Collected data entries
——————
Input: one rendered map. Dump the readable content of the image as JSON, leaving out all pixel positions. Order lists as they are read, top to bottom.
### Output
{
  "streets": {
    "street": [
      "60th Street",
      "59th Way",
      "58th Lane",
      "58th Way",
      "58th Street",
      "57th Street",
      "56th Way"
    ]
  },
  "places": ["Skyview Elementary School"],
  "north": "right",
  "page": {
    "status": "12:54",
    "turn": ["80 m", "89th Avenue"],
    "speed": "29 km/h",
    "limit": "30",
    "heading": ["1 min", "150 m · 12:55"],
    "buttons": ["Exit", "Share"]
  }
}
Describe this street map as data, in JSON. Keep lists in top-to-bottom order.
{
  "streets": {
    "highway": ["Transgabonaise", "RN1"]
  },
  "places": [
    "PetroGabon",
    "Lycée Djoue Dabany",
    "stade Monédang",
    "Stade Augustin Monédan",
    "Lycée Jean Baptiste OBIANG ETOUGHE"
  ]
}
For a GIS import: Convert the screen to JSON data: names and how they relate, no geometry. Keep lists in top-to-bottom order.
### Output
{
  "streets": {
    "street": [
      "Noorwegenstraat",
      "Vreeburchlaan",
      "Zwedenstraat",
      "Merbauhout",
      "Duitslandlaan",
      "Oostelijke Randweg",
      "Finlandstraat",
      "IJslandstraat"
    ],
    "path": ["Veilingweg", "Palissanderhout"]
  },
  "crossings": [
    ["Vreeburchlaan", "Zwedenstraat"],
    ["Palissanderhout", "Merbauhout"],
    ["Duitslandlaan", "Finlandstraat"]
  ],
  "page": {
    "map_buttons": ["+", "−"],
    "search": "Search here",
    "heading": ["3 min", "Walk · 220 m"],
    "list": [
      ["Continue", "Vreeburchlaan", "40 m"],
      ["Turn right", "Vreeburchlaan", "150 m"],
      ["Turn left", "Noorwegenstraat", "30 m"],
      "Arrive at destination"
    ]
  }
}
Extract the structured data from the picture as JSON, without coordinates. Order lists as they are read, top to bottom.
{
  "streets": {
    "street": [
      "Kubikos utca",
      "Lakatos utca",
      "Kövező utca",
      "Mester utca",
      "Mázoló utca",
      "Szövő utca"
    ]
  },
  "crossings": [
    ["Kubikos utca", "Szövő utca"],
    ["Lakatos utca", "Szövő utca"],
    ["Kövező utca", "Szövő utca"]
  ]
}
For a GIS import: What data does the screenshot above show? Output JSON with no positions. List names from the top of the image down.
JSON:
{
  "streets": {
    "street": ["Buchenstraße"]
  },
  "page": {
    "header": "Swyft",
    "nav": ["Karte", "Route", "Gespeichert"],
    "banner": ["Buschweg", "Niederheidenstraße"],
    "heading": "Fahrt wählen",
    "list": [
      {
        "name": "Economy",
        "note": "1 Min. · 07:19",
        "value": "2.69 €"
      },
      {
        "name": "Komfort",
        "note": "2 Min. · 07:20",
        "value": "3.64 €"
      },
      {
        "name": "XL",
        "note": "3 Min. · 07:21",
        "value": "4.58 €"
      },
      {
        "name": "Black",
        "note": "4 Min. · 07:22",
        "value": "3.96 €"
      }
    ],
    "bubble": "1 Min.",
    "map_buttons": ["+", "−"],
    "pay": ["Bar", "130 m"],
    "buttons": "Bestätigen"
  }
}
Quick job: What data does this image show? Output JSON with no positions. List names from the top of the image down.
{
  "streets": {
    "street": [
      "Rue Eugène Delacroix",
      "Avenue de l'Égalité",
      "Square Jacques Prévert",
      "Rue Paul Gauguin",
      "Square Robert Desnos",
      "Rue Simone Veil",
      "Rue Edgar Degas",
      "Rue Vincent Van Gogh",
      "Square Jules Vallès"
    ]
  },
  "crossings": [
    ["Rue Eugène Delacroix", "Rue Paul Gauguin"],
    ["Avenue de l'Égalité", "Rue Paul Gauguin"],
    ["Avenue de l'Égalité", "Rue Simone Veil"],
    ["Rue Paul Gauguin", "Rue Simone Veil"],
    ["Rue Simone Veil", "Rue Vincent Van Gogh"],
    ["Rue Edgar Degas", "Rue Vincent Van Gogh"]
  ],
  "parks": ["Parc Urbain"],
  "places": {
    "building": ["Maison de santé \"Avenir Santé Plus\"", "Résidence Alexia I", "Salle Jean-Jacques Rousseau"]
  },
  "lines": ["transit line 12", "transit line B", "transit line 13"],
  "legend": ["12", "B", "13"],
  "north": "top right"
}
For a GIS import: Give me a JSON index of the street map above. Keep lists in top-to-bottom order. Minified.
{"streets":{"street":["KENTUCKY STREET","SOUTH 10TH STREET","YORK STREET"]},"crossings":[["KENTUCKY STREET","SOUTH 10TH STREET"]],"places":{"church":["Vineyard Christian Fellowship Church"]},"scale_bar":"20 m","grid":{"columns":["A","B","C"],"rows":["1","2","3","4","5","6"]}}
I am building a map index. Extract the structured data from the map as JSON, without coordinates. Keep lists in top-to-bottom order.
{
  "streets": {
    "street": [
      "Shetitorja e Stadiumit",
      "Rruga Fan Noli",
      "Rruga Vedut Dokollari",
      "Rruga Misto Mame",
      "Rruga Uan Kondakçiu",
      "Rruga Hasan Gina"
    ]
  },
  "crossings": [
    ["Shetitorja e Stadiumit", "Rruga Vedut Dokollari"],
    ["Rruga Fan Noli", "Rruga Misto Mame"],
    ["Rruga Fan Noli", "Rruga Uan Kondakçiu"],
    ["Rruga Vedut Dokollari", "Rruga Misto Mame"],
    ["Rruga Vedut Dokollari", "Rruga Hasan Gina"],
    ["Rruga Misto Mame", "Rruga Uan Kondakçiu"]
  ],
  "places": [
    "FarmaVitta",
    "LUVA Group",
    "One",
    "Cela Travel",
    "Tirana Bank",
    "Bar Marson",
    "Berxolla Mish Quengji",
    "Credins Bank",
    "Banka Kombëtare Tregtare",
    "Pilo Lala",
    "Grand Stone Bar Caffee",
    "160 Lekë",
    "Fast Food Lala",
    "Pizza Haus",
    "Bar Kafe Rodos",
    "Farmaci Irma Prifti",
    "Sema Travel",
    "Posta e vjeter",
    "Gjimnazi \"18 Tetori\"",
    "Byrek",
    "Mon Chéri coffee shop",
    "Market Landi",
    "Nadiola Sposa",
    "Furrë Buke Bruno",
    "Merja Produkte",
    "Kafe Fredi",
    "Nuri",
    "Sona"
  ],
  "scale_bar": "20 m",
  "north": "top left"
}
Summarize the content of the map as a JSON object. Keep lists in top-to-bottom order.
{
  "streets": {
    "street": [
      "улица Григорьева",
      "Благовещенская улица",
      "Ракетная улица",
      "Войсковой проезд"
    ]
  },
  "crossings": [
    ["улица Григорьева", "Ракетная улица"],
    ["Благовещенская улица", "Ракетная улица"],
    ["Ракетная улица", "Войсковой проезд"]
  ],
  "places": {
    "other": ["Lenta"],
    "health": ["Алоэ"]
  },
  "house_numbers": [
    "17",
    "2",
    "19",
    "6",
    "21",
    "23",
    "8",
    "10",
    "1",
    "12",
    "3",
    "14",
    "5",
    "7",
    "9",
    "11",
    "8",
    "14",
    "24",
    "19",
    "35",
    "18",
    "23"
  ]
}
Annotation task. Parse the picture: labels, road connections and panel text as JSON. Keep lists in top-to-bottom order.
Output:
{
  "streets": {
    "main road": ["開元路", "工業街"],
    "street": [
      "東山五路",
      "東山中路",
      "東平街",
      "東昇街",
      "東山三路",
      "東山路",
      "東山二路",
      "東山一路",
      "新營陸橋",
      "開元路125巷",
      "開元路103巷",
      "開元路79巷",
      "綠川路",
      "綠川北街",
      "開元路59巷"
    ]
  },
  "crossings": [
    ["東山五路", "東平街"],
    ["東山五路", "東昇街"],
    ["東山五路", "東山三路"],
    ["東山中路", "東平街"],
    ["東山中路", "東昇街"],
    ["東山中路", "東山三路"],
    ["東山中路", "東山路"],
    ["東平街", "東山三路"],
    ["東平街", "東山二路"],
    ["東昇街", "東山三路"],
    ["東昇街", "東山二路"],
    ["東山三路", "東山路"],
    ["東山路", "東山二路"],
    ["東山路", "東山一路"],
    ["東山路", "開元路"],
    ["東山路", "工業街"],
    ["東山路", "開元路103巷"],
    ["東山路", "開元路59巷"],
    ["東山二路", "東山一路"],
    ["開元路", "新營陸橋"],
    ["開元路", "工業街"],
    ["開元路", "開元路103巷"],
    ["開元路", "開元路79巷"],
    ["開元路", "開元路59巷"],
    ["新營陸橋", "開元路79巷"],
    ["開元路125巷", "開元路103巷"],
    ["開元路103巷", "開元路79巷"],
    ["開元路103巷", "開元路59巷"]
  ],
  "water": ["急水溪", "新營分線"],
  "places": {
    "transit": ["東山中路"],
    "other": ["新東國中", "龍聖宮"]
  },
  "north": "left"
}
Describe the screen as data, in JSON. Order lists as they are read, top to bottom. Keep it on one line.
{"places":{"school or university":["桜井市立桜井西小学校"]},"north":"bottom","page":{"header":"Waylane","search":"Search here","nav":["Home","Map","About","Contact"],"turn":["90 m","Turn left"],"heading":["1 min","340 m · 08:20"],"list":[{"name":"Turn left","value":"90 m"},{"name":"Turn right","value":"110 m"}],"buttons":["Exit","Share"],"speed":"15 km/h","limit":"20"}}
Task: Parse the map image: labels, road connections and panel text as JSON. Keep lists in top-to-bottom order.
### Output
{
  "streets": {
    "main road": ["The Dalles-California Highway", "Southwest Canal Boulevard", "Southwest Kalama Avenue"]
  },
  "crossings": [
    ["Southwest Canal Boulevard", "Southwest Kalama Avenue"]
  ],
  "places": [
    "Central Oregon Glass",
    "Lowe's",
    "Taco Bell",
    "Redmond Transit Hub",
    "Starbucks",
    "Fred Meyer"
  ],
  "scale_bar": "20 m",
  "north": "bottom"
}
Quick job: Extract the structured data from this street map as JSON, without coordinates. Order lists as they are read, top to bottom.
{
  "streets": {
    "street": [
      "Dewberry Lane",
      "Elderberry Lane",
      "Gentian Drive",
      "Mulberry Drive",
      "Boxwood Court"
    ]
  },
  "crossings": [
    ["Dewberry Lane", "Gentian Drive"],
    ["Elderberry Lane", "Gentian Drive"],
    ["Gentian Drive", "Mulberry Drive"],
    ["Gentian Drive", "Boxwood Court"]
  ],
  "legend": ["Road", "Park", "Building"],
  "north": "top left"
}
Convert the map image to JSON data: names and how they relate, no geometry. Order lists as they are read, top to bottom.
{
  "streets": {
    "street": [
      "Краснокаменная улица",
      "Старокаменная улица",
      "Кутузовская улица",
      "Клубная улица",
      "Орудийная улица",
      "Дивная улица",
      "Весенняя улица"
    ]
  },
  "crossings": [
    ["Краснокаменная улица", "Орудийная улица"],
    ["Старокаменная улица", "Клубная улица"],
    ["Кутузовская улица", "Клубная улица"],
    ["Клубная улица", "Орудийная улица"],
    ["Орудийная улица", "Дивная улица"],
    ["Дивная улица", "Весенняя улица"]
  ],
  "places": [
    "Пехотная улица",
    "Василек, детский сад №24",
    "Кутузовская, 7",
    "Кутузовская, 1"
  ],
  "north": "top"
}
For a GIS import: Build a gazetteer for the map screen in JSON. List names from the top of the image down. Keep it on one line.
——————
→ **PROBLEM REQUIREMENTS**
There is a line with "For a GIS import: Convert" and a line with "For a GIS import: What" above. Copy exactly those two lines and all lines between them, with nothing else.

→ **TASK OUTPUT**
For a GIS import: Convert the screen to JSON data: names and how they relate, no geometry. Keep lists in top-to-bottom order.
### Output
{
  "streets": {
    "street": [
      "Noorwegenstraat",
      "Vreeburchlaan",
      "Zwedenstraat",
      "Merbauhout",
      "Duitslandlaan",
      "Oostelijke Randweg",
      "Finlandstraat",
      "IJslandstraat"
    ],
    "path": ["Veilingweg", "Palissanderhout"]
  },
  "crossings": [
    ["Vreeburchlaan", "Zwedenstraat"],
    ["Palissanderhout", "Merbauhout"],
    ["Duitslandlaan", "Finlandstraat"]
  ],
  "page": {
    "map_buttons": ["+", "−"],
    "search": "Search here",
    "heading": ["3 min", "Walk · 220 m"],
    "list": [
      ["Continue", "Vreeburchlaan", "40 m"],
      ["Turn right", "Vreeburchlaan", "150 m"],
      ["Turn left", "Noorwegenstraat", "30 m"],
      "Arrive at destination"
    ]
  }
}
Extract the structured data from the picture as JSON, without coordinates. Order lists as they are read, top to bottom.
{
  "streets": {
    "street": [
      "Kubikos utca",
      "Lakatos utca",
      "Kövező utca",
      "Mester utca",
      "Mázoló utca",
      "Szövő utca"
    ]
  },
  "crossings": [
    ["Kubikos utca", "Szövő utca"],
    ["Lakatos utca", "Szövő utca"],
    ["Kövező utca", "Szövő utca"]
  ]
}
For a GIS import: What data does the screenshot above show? Output JSON with no positions. List names from the top of the image down.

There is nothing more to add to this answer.